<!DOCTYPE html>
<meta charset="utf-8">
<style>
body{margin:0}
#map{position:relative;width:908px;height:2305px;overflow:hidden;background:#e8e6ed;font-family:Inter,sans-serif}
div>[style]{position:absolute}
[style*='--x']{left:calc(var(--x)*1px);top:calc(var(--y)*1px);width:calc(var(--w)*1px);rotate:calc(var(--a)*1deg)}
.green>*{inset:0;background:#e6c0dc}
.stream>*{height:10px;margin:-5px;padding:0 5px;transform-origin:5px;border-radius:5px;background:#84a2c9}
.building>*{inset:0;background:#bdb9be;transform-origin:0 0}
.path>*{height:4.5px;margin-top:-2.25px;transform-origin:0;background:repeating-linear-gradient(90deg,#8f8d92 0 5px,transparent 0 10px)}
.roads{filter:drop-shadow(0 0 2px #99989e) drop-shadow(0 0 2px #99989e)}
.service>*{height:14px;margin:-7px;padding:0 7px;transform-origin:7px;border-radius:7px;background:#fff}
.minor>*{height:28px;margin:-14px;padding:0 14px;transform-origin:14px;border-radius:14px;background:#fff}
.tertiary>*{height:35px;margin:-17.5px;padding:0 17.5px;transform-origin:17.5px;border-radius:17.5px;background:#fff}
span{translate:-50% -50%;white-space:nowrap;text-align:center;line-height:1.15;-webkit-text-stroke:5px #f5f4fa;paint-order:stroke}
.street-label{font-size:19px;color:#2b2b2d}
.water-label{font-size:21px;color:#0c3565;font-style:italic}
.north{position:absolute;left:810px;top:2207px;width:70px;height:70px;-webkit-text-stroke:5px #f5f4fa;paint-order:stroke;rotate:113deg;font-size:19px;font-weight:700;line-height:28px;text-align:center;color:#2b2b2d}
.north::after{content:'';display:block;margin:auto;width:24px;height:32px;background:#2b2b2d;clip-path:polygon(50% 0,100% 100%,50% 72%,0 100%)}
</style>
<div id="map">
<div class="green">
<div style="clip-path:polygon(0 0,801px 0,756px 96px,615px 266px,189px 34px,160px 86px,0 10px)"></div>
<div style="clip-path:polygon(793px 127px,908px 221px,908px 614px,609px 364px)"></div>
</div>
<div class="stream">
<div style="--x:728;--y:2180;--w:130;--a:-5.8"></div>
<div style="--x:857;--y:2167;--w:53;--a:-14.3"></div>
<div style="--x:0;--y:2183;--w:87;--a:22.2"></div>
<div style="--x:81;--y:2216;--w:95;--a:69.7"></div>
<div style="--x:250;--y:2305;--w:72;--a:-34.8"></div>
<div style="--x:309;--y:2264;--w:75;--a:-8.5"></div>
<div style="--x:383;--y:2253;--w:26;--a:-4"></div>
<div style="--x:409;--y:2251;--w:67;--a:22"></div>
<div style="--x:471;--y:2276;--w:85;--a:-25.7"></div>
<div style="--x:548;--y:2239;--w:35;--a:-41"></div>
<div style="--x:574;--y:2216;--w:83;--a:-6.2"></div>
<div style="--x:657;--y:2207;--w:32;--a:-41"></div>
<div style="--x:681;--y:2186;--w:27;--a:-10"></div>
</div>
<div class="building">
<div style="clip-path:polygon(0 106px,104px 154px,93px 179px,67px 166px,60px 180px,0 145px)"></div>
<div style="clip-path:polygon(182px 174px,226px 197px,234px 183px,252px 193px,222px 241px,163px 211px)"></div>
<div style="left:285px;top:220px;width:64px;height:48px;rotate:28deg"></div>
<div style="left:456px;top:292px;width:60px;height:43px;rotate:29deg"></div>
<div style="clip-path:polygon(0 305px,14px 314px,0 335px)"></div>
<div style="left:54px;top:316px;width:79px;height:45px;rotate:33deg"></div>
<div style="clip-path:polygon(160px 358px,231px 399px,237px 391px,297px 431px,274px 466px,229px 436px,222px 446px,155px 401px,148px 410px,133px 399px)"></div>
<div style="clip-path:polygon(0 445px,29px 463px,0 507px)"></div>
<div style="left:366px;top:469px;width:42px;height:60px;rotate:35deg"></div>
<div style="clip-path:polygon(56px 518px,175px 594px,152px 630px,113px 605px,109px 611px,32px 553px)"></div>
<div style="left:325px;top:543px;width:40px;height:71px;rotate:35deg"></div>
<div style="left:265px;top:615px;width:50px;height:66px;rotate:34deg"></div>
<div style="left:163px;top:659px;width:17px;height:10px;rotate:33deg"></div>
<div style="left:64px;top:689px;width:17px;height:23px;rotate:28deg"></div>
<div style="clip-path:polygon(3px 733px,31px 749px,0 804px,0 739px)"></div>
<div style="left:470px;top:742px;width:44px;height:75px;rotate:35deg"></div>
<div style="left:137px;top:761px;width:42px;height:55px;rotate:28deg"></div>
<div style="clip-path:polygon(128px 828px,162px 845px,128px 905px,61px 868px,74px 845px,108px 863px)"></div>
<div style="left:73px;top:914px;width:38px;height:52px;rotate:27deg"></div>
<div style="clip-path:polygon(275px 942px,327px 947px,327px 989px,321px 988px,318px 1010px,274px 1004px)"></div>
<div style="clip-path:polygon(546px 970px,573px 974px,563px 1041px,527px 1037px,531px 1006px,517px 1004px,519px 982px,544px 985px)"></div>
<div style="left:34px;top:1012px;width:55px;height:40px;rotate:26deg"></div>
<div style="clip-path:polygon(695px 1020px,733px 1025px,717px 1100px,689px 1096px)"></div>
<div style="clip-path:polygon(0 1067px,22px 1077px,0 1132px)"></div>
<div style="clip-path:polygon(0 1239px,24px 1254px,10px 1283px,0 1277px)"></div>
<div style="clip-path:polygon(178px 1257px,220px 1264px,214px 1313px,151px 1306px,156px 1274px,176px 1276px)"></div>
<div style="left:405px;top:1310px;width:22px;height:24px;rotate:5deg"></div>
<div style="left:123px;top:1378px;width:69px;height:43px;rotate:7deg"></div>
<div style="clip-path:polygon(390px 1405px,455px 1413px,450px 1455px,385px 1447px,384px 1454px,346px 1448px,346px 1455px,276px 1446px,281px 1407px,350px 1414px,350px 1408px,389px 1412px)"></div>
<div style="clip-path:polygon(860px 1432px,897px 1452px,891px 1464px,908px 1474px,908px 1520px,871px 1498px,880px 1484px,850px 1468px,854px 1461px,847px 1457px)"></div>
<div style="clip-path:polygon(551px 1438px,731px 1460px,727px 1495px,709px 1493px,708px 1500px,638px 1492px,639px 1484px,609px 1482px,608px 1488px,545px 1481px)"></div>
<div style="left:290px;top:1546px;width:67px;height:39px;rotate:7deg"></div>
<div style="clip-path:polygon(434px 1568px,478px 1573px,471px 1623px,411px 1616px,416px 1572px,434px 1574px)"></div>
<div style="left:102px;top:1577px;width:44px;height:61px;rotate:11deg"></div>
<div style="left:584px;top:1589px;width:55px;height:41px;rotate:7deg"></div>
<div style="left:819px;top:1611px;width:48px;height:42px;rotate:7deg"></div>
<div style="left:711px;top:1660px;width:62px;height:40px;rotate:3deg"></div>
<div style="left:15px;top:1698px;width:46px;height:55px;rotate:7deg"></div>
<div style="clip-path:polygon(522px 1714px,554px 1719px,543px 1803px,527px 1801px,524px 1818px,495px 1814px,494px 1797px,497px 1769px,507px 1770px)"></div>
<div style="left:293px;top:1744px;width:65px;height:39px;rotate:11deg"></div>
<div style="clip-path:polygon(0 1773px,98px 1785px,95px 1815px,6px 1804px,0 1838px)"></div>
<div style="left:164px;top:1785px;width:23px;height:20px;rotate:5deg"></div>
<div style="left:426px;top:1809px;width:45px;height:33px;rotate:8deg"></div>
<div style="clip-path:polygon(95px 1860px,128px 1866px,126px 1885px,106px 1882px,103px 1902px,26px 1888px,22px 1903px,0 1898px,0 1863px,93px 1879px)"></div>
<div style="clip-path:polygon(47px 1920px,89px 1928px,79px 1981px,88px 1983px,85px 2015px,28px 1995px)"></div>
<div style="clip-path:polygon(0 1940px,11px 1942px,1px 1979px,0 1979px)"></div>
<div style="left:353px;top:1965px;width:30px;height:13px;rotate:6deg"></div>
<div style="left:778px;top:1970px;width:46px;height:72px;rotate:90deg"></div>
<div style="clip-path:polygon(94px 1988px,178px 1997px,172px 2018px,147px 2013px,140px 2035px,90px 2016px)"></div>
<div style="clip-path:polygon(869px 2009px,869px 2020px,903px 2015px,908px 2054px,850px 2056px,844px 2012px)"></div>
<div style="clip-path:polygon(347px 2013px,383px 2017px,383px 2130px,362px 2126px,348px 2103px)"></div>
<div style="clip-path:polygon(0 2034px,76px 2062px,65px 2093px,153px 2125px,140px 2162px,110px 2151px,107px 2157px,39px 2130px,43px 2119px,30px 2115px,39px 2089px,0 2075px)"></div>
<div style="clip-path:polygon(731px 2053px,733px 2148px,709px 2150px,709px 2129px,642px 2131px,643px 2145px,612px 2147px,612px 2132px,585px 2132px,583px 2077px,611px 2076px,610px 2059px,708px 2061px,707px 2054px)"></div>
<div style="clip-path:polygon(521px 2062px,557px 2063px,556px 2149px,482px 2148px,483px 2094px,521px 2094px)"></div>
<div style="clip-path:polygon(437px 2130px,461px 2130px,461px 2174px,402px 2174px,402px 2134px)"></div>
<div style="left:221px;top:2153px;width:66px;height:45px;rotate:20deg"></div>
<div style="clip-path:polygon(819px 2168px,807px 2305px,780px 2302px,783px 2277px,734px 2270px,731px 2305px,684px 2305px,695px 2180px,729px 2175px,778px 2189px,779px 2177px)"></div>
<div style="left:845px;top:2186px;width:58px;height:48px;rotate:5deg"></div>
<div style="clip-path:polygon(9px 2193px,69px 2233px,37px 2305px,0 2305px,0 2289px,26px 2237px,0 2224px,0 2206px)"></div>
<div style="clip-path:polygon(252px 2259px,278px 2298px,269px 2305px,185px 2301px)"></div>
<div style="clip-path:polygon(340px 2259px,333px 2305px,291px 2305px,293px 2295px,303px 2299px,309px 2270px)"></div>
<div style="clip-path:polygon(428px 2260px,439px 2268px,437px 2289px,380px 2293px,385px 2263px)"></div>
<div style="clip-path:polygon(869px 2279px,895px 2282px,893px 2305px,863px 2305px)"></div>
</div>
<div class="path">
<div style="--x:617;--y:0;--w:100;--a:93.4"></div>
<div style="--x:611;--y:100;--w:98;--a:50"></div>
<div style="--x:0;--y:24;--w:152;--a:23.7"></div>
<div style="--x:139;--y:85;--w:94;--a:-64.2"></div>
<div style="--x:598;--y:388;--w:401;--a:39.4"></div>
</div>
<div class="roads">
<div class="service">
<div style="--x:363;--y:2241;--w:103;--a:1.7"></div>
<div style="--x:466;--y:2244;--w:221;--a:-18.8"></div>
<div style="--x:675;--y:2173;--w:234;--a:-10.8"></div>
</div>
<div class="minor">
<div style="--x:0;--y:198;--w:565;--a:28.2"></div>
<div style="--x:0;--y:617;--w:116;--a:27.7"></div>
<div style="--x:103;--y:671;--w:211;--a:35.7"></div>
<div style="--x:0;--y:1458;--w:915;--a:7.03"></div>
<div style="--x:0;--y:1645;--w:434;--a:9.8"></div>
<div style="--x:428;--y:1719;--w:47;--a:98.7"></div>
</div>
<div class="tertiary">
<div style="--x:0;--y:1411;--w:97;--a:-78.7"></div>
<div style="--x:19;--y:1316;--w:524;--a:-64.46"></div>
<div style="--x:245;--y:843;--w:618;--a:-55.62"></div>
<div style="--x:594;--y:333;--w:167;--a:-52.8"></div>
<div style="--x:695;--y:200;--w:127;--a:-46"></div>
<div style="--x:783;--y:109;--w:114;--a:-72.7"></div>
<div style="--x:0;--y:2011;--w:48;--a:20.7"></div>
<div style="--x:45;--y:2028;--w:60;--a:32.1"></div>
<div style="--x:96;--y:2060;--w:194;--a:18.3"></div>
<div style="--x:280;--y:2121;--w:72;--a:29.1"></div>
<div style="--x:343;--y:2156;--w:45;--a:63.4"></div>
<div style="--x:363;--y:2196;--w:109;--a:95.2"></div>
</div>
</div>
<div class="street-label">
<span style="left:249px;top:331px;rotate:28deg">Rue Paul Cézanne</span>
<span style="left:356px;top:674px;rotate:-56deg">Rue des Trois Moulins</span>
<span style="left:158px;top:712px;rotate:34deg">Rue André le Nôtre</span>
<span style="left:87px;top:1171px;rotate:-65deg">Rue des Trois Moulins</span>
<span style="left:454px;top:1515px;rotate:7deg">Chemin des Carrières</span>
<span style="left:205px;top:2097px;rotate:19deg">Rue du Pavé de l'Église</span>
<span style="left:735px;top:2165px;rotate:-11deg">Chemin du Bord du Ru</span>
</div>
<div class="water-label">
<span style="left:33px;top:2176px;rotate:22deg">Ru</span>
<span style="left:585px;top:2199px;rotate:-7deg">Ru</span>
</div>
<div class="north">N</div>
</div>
+ + + +
Pull out every line above that holds the word "inset".

.green>*{inset:0;background:#e6c0dc}
.building>*{inset:0;background:#bdb9be;transform-origin:0 0}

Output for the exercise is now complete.